WHAT YOU WILL DO:
Search the entries below for the word "roads" and copy each line that has it.

(Saved data entries)
..............................
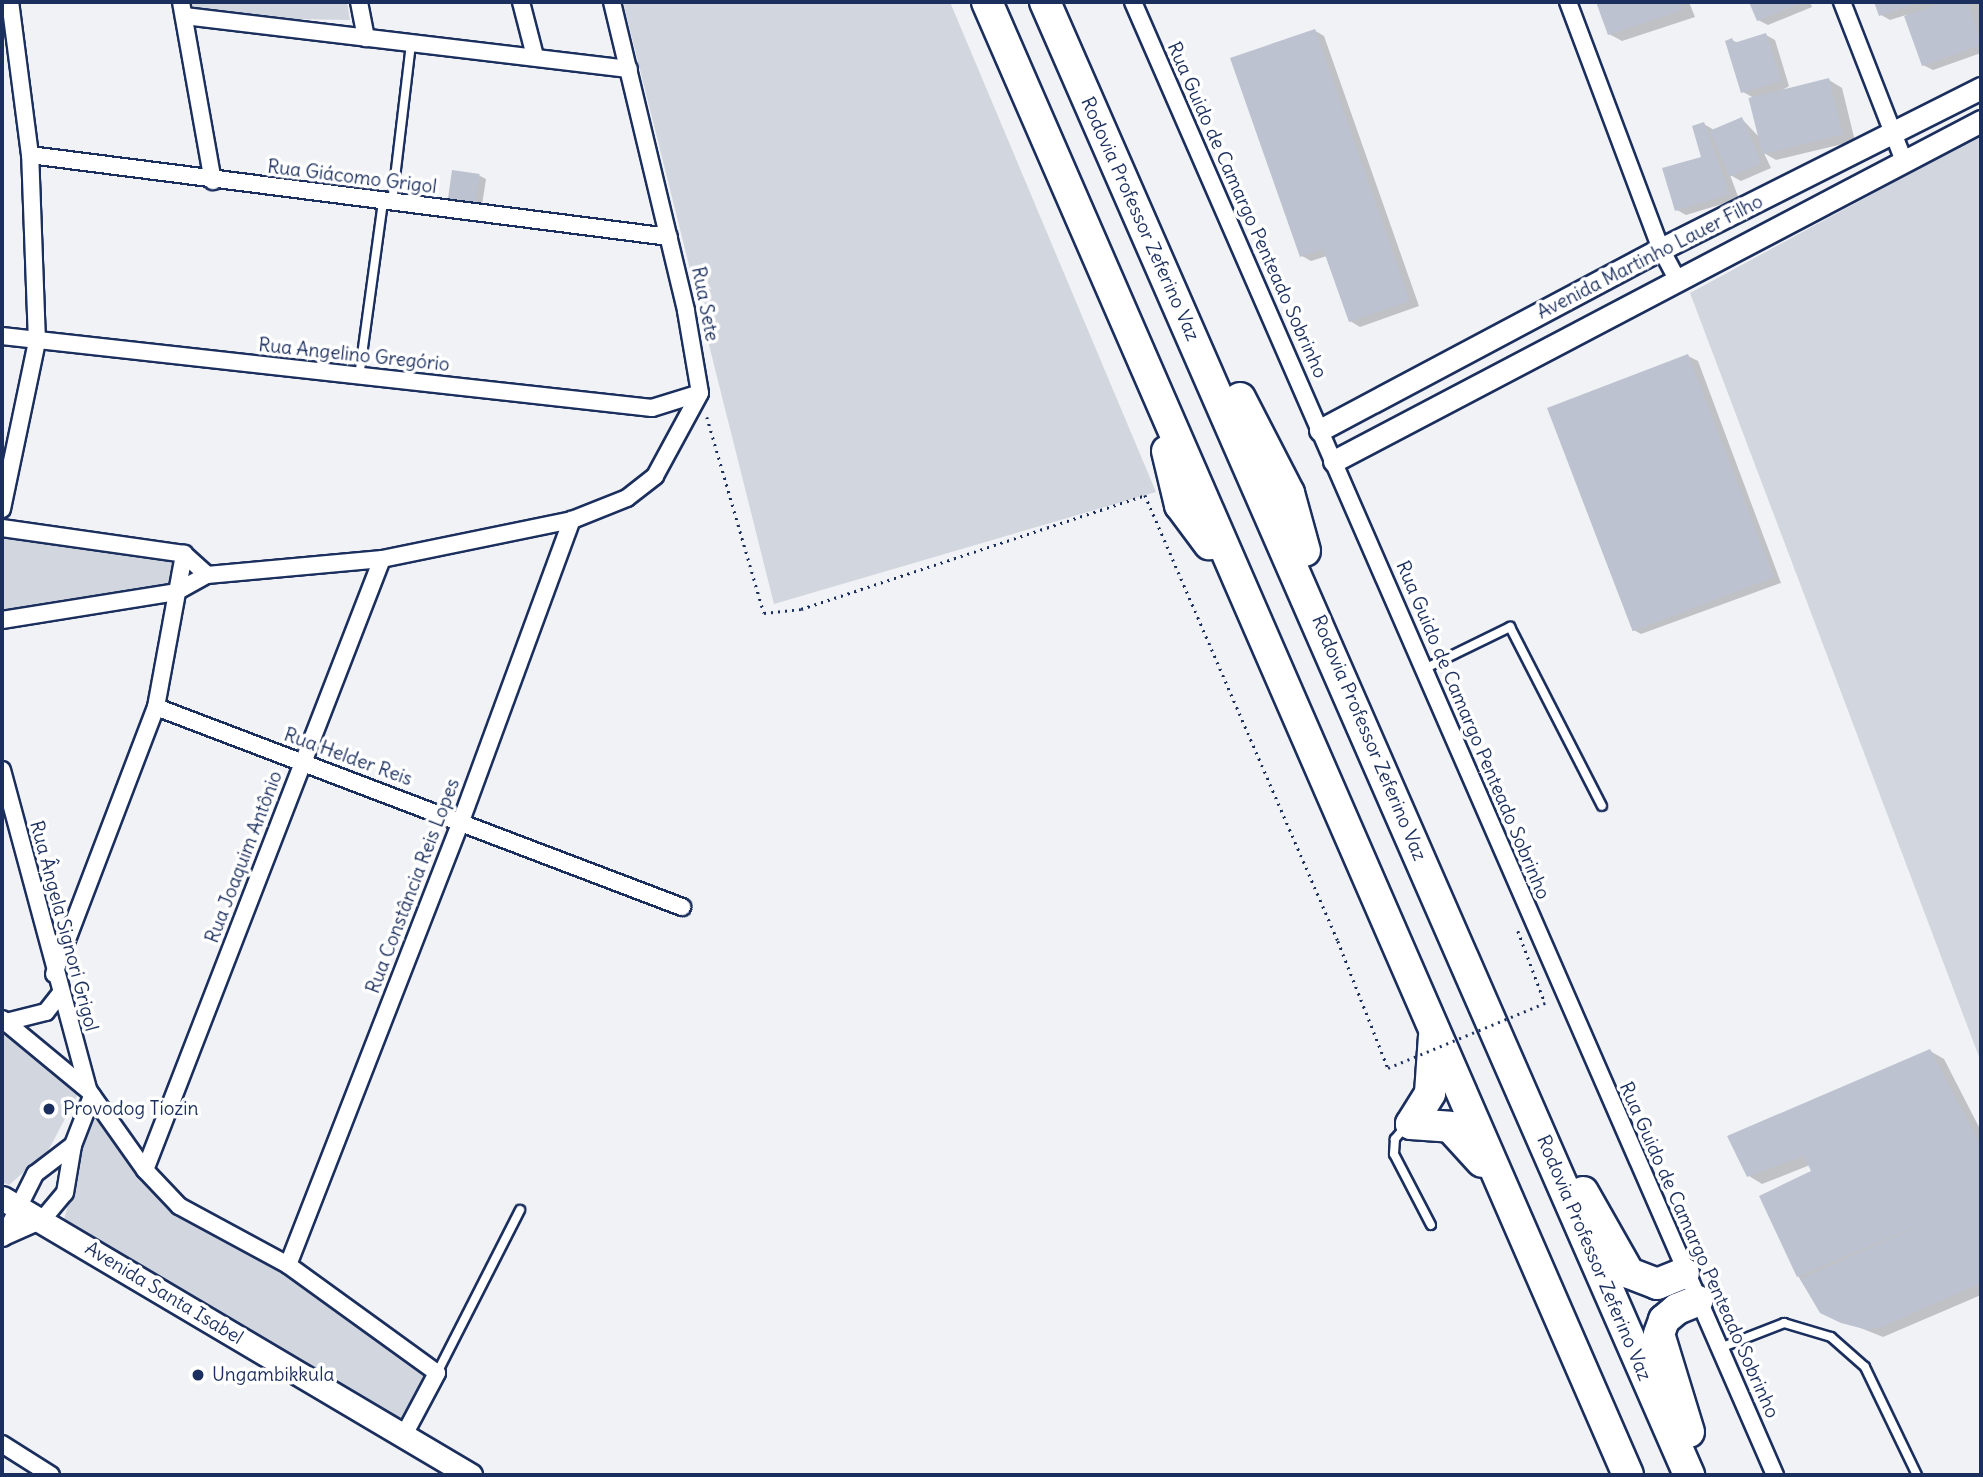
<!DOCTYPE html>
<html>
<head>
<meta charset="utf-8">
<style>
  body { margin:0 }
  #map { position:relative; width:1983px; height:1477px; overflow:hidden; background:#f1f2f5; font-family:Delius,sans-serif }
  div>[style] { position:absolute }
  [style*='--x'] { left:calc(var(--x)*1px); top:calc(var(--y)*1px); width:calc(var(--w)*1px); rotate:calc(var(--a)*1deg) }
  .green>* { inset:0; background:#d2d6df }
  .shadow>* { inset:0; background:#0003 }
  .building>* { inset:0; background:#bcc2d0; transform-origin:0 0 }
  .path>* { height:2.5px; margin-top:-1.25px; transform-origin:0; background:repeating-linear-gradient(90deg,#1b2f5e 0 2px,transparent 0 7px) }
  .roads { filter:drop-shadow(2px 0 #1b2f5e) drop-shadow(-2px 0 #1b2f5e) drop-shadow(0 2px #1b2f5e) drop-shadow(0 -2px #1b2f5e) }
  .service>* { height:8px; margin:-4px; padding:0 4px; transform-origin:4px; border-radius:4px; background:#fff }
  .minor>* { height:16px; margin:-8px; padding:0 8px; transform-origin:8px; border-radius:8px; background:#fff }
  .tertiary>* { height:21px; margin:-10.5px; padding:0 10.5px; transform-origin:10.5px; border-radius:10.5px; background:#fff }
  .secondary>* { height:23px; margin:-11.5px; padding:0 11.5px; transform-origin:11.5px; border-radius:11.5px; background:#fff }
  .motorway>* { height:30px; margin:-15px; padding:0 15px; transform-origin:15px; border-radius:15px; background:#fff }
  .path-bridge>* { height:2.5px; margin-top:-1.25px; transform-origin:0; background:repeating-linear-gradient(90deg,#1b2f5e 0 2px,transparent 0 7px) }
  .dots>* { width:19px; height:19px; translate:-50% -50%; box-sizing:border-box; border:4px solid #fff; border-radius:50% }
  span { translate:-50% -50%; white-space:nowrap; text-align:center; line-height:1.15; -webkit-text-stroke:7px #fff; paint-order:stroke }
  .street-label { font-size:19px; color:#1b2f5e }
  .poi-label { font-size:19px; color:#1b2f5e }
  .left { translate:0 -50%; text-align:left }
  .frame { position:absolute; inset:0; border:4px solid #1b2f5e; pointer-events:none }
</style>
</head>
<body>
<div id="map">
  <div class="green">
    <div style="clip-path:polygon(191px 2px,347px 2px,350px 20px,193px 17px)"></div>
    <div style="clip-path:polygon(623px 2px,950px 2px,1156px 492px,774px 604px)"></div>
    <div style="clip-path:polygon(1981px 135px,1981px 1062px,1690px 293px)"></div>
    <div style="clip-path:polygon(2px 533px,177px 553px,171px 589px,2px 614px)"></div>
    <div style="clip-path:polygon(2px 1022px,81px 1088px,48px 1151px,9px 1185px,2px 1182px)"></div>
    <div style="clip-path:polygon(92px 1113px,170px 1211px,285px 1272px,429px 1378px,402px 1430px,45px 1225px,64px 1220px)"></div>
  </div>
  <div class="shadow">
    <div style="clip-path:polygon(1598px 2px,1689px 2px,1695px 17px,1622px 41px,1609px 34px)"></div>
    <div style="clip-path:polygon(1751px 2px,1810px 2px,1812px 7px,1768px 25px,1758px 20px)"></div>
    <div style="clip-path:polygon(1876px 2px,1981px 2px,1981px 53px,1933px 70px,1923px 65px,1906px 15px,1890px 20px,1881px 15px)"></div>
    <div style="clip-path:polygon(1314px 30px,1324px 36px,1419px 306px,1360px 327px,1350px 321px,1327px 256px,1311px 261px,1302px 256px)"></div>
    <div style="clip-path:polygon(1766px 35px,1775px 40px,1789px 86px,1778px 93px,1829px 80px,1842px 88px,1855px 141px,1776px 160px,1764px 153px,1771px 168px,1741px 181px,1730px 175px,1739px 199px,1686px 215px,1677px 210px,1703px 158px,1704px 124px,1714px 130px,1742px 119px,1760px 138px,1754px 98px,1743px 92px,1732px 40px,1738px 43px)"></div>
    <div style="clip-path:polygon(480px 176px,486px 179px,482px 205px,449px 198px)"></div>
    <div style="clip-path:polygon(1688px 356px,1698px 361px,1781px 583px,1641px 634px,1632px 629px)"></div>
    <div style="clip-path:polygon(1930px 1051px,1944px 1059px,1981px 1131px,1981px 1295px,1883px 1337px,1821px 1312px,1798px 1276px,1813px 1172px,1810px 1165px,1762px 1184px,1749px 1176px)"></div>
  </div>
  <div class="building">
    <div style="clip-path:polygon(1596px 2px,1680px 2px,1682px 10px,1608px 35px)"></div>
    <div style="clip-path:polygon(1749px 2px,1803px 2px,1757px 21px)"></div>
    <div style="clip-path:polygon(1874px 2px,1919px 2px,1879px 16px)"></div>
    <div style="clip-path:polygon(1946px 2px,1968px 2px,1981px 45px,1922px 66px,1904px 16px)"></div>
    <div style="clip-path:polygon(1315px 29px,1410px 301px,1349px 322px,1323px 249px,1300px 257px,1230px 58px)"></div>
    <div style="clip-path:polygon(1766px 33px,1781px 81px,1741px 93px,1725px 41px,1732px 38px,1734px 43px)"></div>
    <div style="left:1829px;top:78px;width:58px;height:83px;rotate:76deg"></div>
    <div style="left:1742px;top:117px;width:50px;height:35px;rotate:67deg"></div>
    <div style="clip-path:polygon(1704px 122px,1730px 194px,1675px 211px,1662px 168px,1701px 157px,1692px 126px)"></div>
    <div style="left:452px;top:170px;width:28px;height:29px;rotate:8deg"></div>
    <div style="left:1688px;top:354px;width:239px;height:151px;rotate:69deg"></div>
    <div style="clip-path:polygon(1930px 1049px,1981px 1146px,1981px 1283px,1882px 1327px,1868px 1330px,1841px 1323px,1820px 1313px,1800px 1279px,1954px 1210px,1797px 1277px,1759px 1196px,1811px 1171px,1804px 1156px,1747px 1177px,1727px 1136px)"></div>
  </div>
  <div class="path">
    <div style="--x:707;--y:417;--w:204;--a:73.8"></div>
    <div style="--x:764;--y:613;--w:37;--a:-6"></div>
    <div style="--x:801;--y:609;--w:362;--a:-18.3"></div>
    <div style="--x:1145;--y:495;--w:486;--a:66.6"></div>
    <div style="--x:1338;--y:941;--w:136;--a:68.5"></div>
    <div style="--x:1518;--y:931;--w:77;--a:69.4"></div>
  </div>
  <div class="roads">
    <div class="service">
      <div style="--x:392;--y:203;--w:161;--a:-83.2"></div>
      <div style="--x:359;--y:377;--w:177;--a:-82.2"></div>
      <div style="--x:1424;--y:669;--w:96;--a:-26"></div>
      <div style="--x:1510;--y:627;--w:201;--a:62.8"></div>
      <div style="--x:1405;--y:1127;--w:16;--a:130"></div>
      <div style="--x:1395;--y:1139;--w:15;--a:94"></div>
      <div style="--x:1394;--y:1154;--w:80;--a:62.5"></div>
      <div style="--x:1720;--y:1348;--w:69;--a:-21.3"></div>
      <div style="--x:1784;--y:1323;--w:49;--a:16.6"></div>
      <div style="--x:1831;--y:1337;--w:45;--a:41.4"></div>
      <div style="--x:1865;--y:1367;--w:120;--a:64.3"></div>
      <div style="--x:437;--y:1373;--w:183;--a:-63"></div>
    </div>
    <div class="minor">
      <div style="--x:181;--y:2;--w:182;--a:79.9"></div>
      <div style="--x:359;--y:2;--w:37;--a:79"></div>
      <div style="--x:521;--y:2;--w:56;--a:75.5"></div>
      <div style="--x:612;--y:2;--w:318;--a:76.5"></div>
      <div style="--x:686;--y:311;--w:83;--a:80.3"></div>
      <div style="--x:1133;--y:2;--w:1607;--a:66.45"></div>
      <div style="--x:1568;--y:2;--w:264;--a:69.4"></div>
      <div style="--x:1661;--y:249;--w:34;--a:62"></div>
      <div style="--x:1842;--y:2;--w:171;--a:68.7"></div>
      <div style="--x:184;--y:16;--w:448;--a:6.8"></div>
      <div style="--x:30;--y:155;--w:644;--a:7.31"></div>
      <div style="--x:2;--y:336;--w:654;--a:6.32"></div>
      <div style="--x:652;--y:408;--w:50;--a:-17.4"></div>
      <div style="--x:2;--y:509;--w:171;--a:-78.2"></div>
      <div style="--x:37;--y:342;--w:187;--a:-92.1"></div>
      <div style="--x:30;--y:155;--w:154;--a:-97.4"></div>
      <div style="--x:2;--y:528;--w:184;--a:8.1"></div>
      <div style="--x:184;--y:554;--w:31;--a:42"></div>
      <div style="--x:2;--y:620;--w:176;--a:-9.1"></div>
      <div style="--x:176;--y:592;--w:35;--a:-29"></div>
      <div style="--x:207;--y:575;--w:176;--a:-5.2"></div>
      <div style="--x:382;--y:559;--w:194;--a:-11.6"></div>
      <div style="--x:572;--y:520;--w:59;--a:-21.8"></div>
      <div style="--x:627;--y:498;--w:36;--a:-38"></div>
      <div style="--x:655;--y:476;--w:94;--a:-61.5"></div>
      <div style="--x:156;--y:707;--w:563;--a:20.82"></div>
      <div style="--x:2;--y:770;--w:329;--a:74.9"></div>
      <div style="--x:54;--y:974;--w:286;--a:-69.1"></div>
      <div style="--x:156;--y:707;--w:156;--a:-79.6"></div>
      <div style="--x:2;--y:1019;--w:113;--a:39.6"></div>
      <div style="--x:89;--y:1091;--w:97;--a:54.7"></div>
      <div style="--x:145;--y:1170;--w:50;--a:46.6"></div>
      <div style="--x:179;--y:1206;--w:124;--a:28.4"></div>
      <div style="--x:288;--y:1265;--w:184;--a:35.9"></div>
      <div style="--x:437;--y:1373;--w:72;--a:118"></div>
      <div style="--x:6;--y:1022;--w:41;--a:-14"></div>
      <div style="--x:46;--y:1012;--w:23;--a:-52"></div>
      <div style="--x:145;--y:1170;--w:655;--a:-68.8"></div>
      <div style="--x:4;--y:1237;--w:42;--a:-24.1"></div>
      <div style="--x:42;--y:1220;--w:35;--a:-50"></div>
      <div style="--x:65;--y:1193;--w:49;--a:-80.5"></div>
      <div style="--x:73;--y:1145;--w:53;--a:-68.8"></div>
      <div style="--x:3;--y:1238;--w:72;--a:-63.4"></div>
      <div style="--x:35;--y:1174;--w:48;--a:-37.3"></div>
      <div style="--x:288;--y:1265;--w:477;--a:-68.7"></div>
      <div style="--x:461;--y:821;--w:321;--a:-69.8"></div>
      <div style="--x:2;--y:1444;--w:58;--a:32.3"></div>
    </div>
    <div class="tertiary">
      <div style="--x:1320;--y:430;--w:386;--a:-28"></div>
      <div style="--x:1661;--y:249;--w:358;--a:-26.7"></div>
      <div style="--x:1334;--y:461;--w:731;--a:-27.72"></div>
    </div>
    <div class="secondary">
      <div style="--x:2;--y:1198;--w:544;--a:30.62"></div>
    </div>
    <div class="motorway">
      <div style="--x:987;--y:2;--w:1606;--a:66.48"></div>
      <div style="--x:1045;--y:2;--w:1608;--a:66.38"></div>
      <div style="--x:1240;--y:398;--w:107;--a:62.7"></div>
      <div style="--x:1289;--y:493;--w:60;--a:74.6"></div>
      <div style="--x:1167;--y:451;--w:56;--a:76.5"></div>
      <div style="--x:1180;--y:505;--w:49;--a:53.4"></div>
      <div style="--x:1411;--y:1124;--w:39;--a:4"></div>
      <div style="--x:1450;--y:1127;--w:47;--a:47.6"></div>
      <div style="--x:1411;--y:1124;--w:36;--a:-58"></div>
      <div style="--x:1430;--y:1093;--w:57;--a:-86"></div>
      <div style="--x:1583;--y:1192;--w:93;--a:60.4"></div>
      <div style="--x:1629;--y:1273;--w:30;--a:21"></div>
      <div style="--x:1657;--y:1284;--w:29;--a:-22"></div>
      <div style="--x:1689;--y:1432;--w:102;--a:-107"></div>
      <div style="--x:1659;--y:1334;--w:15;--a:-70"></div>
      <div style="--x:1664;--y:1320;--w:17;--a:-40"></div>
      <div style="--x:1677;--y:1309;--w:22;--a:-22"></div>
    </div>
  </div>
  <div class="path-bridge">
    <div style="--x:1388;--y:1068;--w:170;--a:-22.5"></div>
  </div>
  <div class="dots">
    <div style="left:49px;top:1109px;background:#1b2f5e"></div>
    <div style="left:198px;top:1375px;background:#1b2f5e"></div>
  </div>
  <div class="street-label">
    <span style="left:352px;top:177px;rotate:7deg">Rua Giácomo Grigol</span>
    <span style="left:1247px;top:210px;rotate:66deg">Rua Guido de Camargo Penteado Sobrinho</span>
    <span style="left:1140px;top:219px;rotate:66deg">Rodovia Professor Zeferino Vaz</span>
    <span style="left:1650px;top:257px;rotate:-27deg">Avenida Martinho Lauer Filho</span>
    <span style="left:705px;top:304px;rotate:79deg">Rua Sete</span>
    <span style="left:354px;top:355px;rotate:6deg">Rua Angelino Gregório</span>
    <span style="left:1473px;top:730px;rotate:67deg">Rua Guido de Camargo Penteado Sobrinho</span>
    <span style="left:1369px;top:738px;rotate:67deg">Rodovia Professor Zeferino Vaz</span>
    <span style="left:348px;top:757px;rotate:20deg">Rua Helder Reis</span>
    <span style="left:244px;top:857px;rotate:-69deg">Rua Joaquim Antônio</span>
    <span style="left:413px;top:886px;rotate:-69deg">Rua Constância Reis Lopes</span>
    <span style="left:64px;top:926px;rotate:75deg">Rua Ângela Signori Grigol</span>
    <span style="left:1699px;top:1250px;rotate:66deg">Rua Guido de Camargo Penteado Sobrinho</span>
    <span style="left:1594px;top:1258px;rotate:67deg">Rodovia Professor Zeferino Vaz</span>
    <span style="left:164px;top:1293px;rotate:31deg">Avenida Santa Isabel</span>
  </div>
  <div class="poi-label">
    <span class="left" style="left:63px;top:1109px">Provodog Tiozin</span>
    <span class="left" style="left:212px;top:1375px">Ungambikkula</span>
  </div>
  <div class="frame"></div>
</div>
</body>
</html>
..............................
EXERCISE RESPONSE:
  .roads { filter:drop-shadow(2px 0 #1b2f5e) drop-shadow(-2px 0 #1b2f5e) drop-shadow(0 2px #1b2f5e) drop-shadow(0 -2px #1b2f5e) }
  <div class="roads">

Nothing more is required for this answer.